理化学研究所 横浜研究所 一般公開見てきました。




横浜研究所西NMR棟
 2006/06/24(土)に、独立行政法人理化学研究所横浜研究所一般公開がありましたので、見に行ってきました。

 ここのブログではいつもは映画やダイビング、その他の書いていますが、今回はちょっと専門的です。ご了承ください。

 独立行政法人理化学研究所とは、科学技術の水準の向上を図ることを目的とし、日本で唯一の自然科学の総合研究所として、物理学、工学、化学、生物学、医科学などにおよぶ広い分野で研究を進めている研究機関です。特に横浜研究所ではゲノム科学総合研究センター(743人)、植物科学研究センター(155人)、遺伝子多型研究センター(157人)、免疫・アレルギー科学総合研究センター(337人)、感染症研究ネットワーク支援センター(13人)の5つからなる研究所で、同じ敷地に横浜市立大学鶴見キャンバスもあり、共同研究も行っています。
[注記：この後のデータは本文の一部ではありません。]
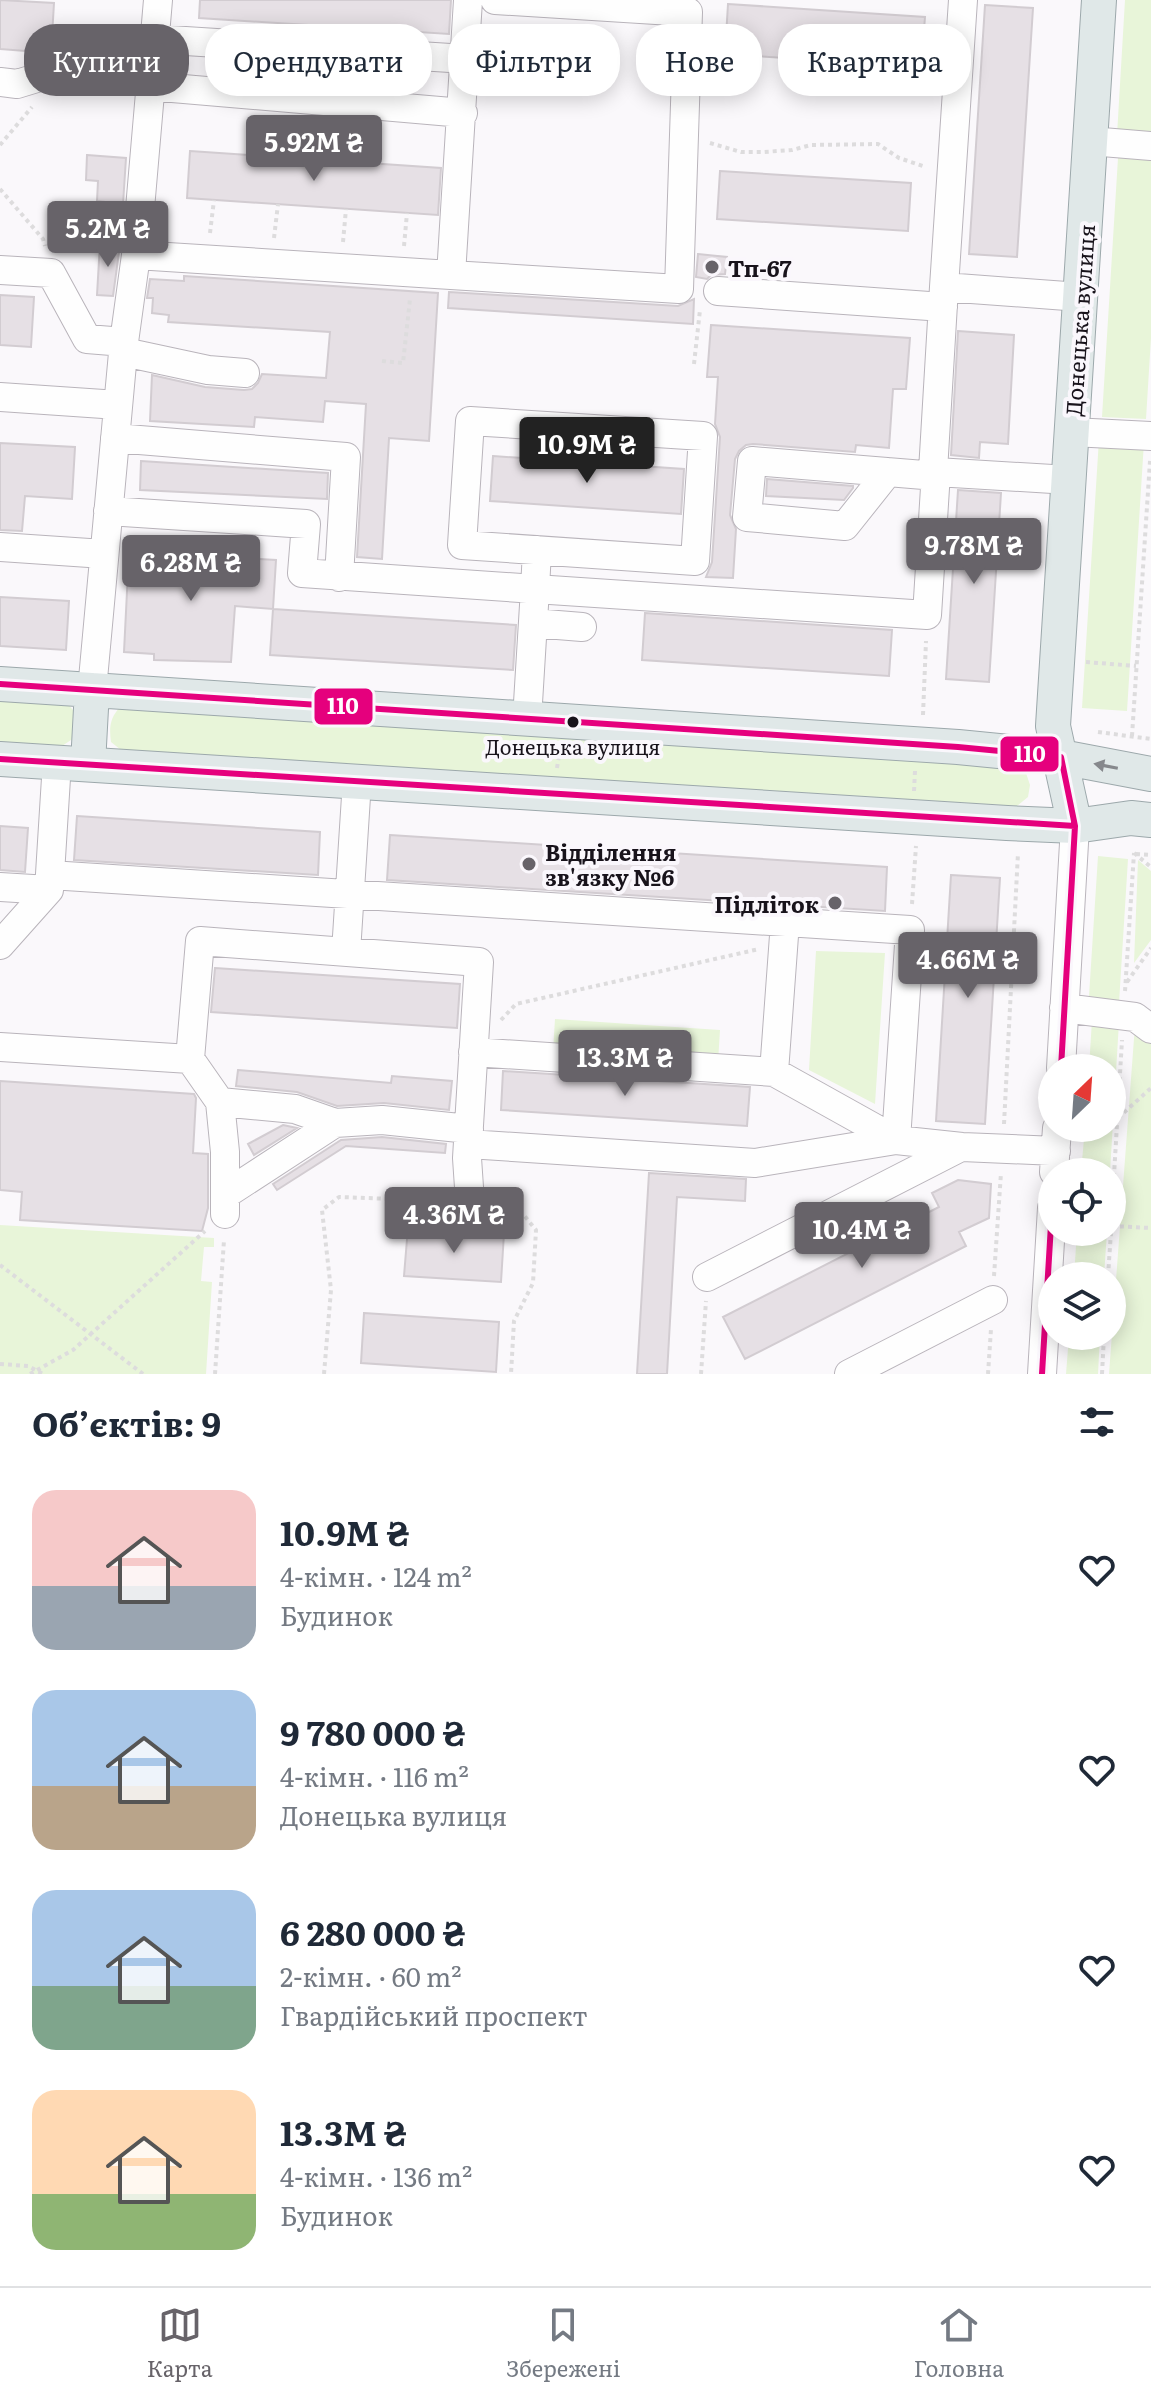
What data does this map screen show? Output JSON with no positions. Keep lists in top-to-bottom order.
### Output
{
  "streets": {
    "main road": ["Донецька вулиця"]
  },
  "places": [
    "Тп-67",
    "Донецька вулиця",
    "Відділення зв'язку №6",
    "Підліток"
  ],
  "lines": ["transit line 110"],
  "north": "top right",
  "page": {
    "chip": [
      "Купити",
      "Орендувати",
      "Фільтри",
      "Нове",
      "Квартира"
    ],
    "price": [
      "5.92M ₴",
      "5.2M ₴",
      "10.9M ₴",
      "9.78M ₴",
      "6.28M ₴",
      "4.66M ₴",
      "13.3M ₴",
      "4.36M ₴",
      "10.4M ₴"
    ],
    "heading": "Об’єктів: 9",
    "list": [
      {
        "name": "10.9M ₴",
        "note": "4-кімн. · 124 m² · Будинок"
      },
      {
        "name": "9 780 000 ₴",
        "note": "4-кімн. · 116 m² · Донецька вулиця"
      },
      {
        "name": "6 280 000 ₴",
        "note": "2-кімн. · 60 m² · Гвардійський проспект"
      },
      {
        "name": "13.3M ₴",
        "note": "4-кімн. · 136 m² · Будинок"
      }
    ],
    "tabs": ["Карта", "Збережені", "Головна"]
  }
}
 当日は鶴見駅から無料のシャトルバスが定期的に出ています。始発(9:45)のバスは満員で乗れない人もいるくらいの盛況ぶりです。高校生から大人まで幅広い年齢層の方々が見学に向かいます。

 実は、デジカメを持って行ったのですが、開けてびっくり、メモリーカードが入っていない。と言うわけで携帯内蔵のカメラで撮ったので画像が汚いです。ごめんなさい。m(_ _)m

 さて、鶴見駅からバスで約15分。研究所について交流棟で受付をします。8つの棟から構成されており、一番古い西研究棟でも2000年竣工という新しい研究所です。設備も当然お金持っている研究所ですので、最新鋭のものが勢揃い。技術者としては胸が高鳴ります。




2003年4月14日、生命科学のアポロ計画とも言われたヒトゲノム解読が完了しました。その完了報告のCD-ROMです。

DNAブック。通常DNAは壊れやすいので冷凍庫に保管します。DNAブックとは特殊な紙にDNAをしみこませた物で、これですと室温でも長期間保管ができるという優れものです。

植物科学研究センターの研究紹介。植物のホルモン、植物の形を決める物質、植物の毛の働きなどについて紹介していました。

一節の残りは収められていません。